* [Information given]:
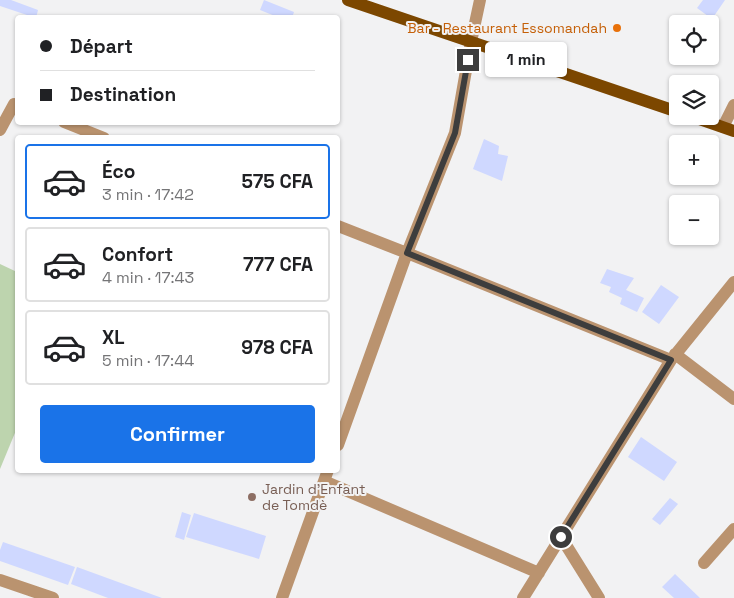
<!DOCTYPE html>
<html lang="fr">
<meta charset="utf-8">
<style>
body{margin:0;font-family:"Space Grotesk",sans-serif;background:#f6f6f6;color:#202124;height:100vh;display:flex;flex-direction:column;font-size:19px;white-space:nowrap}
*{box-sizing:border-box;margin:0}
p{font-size:16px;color:#757577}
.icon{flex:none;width:28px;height:28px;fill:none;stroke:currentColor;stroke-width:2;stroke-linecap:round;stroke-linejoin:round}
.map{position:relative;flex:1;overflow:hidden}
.details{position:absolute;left:15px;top:135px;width:325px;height:338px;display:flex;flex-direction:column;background:#fff;border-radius:5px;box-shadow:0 1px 4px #0004}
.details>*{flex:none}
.banner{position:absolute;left:15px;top:15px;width:325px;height:110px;border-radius:5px;box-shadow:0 1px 4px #0004;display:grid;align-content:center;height:110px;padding:0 25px;background:#fff}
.tools{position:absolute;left:669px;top:15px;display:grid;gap:10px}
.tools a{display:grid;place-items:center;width:50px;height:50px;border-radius:5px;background:#fff;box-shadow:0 1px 4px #0004;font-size:25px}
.end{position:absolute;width:22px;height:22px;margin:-11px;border:6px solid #3d3d3d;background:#fff;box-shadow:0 0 0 2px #fff}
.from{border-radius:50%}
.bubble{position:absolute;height:35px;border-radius:5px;background:#fff;box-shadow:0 1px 4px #0004;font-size:16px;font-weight:600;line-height:35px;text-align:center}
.banner b{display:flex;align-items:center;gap:18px;height:48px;font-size:19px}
.banner b+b{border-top:1px solid #e0e0e0}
.banner i{width:12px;height:12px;background:#202124}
ul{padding:9px 0 0;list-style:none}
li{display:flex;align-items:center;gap:15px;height:75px;margin:0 10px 8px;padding:0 15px;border:2px solid #e0e0e0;border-radius:5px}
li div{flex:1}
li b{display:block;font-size:19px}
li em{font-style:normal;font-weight:600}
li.active{border-color:#1a73e8}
li>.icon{width:45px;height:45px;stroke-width:1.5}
.action{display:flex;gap:10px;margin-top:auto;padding:10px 25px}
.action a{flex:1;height:58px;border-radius:5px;background:#1a73e8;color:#fff;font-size:20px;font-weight:600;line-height:58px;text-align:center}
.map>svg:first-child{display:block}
.green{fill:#bdd4ae}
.building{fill:#cfd8ff}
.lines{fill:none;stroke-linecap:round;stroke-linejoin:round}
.minor{stroke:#ba936f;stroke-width:12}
.major{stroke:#7c4700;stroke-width:12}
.route{stroke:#3d3d3d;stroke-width:6}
.food-dot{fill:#e8710a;stroke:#f2f2f3;stroke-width:2}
.education-dot{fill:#8d6e63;stroke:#f2f2f3;stroke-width:2}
.labels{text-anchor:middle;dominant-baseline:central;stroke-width:4;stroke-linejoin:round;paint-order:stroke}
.food-label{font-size:14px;fill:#c56008;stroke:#f2f2f3;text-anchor:end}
.education-label{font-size:14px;fill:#785e54;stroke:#f2f2f3;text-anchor:start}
</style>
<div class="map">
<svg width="734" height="598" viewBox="0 0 734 598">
<rect width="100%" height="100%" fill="#f2f2f3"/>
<!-- green -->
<path class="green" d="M0 264 17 272V428L0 469Z"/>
<!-- building -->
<path class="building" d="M0 0H11L38 10 36 18H26L27 15 0 6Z
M264 0 294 12 292 18H280L260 10Z
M703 0H725L712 19 697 8Z
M484 139 499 146 498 154 508 156 502 181 473 169Z
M607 269 634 278 626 290 644 298 637 312 620 304 622 298 609 292 611 287 600 283Z
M661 285 679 297 659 324 642 312Z
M641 437 677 462 664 481 628 457Z
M670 498 678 504 660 525 652 519Z
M182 512 191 515 184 540 175 537Z
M194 513 266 536 259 559 186 537Z
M3 542 75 567 68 585 0 561V550Z
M77 567 162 598H108L71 584Z
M675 574 700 598H674L662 587Z"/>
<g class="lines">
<!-- minor -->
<path class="minor" d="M64 122 104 138
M723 127 734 105
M0 130 14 104
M338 226 407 253 671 360 734 282
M675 354 734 399
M338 445 407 253 455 133 471 42 480 0
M324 481 539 573
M561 537 599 598
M704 563 734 529
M0 580 53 598
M282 598 328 470
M523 598 671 360"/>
<!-- major -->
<path class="major" d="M348 0 678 112
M691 116 734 131"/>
</g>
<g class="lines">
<!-- route -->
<path class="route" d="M468 60 455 133 407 253 671 360 561 537"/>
</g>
<!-- markers -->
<circle class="food-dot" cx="617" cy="28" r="5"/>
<circle class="education-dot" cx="252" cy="497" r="5"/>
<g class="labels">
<!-- food labels -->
<g class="food-label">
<text x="607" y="28">Bar - Restaurant Essomandah</text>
</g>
<!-- education labels -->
<g class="education-label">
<text x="262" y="489">Jardin d'Enfant<tspan x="262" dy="16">de Tomdè</tspan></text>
</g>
</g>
</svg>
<div class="tools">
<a><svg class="icon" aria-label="locate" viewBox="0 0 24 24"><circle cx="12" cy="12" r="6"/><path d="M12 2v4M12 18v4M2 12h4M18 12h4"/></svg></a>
<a><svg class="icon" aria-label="layers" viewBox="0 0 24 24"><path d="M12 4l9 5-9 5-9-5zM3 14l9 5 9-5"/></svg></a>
<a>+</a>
<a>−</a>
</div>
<i class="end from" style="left:561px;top:537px"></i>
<i class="end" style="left:468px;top:60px"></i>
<div class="bubble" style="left:485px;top:42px;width:82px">1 min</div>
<div class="banner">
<b><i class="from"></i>Départ</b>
<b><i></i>Destination</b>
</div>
<section class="details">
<ul>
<li class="active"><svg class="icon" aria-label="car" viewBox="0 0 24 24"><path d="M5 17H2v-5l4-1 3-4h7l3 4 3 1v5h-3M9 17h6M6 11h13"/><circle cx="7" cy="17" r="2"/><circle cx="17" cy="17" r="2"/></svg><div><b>Éco</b><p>3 min · 17:42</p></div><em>575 CFA</em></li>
<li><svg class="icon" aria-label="car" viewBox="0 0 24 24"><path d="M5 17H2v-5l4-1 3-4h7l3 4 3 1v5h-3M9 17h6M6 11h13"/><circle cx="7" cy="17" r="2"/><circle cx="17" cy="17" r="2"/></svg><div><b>Confort</b><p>4 min · 17:43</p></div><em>777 CFA</em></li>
<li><svg class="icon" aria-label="car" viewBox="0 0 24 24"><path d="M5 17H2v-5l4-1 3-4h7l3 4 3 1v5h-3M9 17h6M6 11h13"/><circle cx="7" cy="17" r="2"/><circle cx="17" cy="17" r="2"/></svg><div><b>XL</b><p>5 min · 17:44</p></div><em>978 CFA</em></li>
</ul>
<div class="action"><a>Confirmer</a></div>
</section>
</div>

* [Exercise goal]:
Your answer should be each line from the entries that includes the string "tools".

* [Task response]:
.tools{position:absolute;left:669px;top:15px;display:grid;gap:10px}
.tools a{display:grid;place-items:center;width:50px;height:50px;border-radius:5px;background:#fff;box-shadow:0 1px 4px #0004;font-size:25px}
<div class="tools">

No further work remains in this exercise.